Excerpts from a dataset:
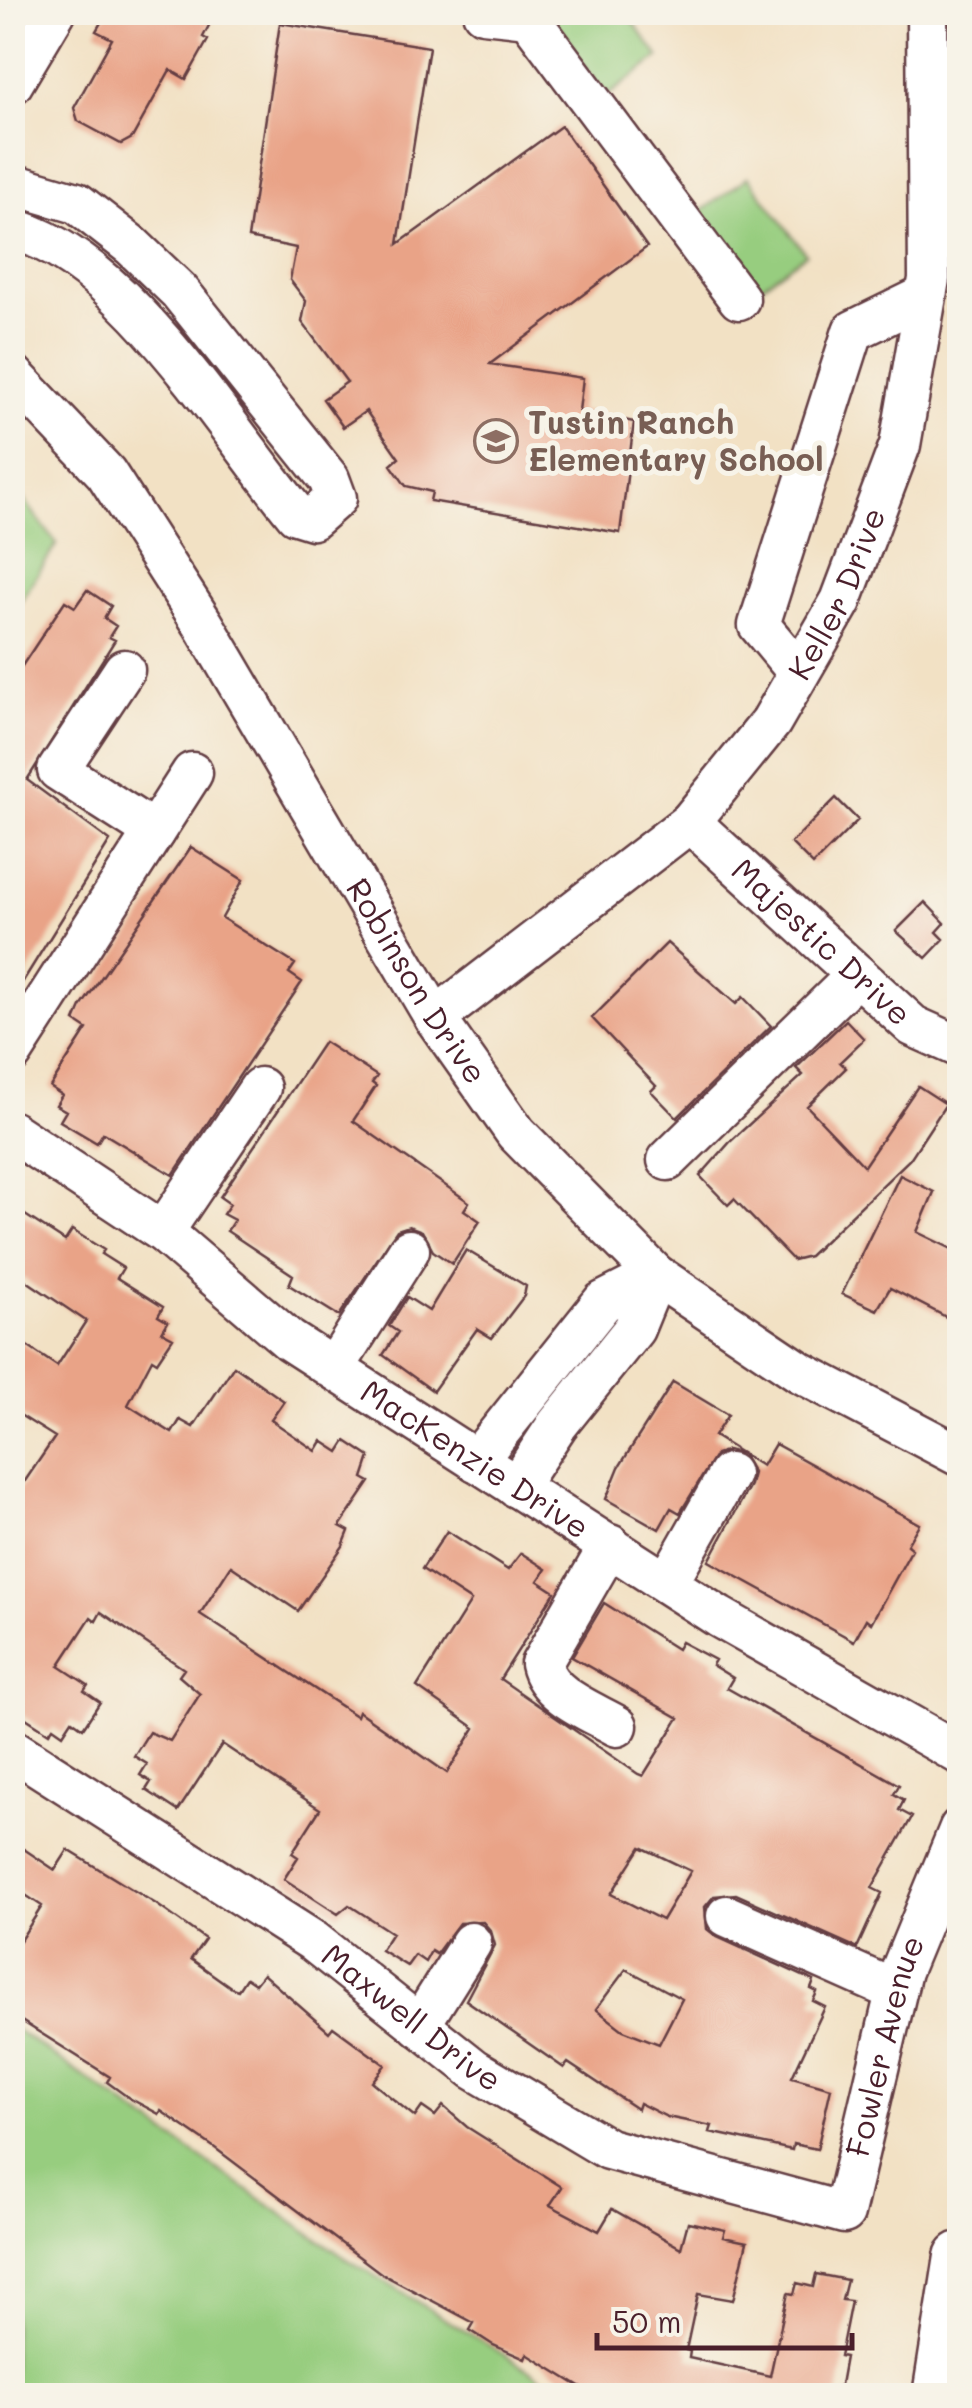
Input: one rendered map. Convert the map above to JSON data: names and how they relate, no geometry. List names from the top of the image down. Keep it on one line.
{"streets":{"street":["Keller Drive","Majestic Drive","Robinson Drive","MacKenzie Drive","Maxwell Drive","Fowler Avenue"]},"crossings":[["Keller Drive","Majestic Drive"],["Keller Drive","Robinson Drive"],["Maxwell Drive","Fowler Avenue"]],"places":{"school or university":["Tustin Ranch Elementary School"]},"scale_bar":"50 m"}
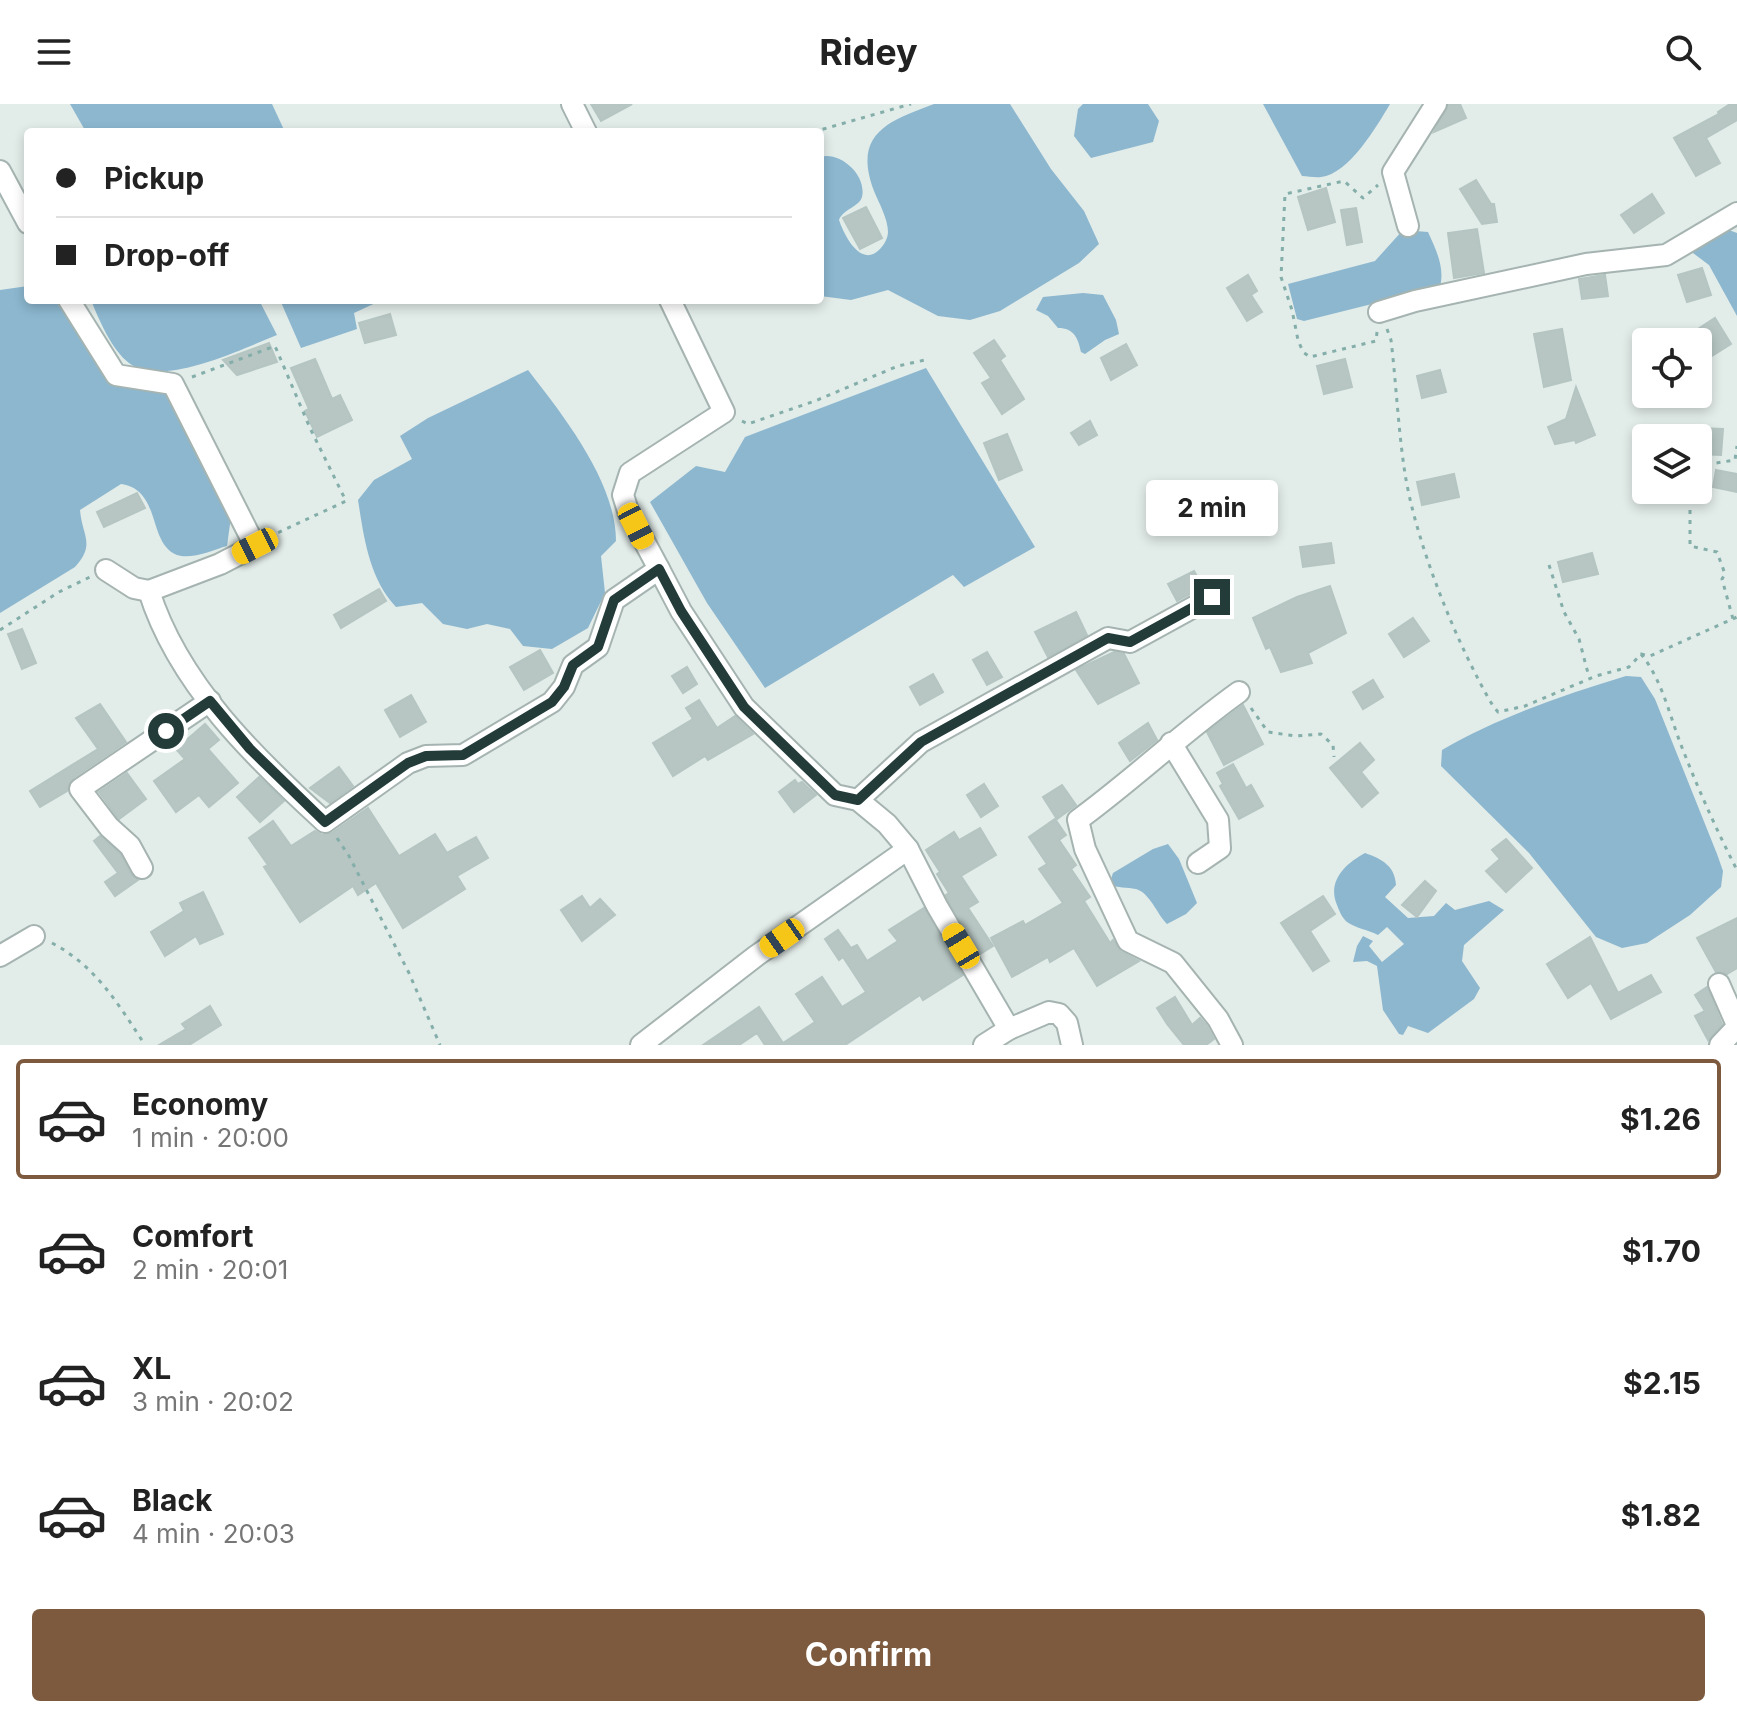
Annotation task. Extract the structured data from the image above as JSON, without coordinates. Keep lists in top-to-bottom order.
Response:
{
  "page": {
    "header": "Ridey",
    "banner": ["Pickup", "Drop-off"],
    "bubble": "2 min",
    "list": [
      {
        "name": "Economy",
        "note": "1 min · 20:00",
        "value": "$1.26"
      },
      {
        "name": "Comfort",
        "note": "2 min · 20:01",
        "value": "$1.70"
      },
      {
        "name": "XL",
        "note": "3 min · 20:02",
        "value": "$2.15"
      },
      {
        "name": "Black",
        "note": "4 min · 20:03",
        "value": "$1.82"
      }
    ],
    "buttons": "Confirm"
  }
}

### TASK STATEMENT:
What is needed is a word-for-word restatement of the entries, minus any pictures.

### ANSWER BELOW:
Input: one rendered map. Convert the map above to JSON data: names and how they relate, no geometry. List names from the top of the image down. Keep it on one line.
{"streets":{"street":["Keller Drive","Majestic Drive","Robinson Drive","MacKenzie Drive","Maxwell Drive","Fowler Avenue"]},"crossings":[["Keller Drive","Majestic Drive"],["Keller Drive","Robinson Drive"],["Maxwell Drive","Fowler Avenue"]],"places":{"school or university":["Tustin Ranch Elementary School"]},"scale_bar":"50 m"}
Annotation task. Extract the structured data from the image above as JSON, without coordinates. Keep lists in top-to-bottom order.
Response:
{
  "page": {
    "header": "Ridey",
    "banner": ["Pickup", "Drop-off"],
    "bubble": "2 min",
    "list": [
      {
        "name": "Economy",
        "note": "1 min · 20:00",
        "value": "$1.26"
      },
      {
        "name": "Comfort",
        "note": "2 min · 20:01",
        "value": "$1.70"
      },
      {
        "name": "XL",
        "note": "3 min · 20:02",
        "value": "$2.15"
      },
      {
        "name": "Black",
        "note": "4 min · 20:03",
        "value": "$1.82"
      }
    ],
    "buttons": "Confirm"
  }
}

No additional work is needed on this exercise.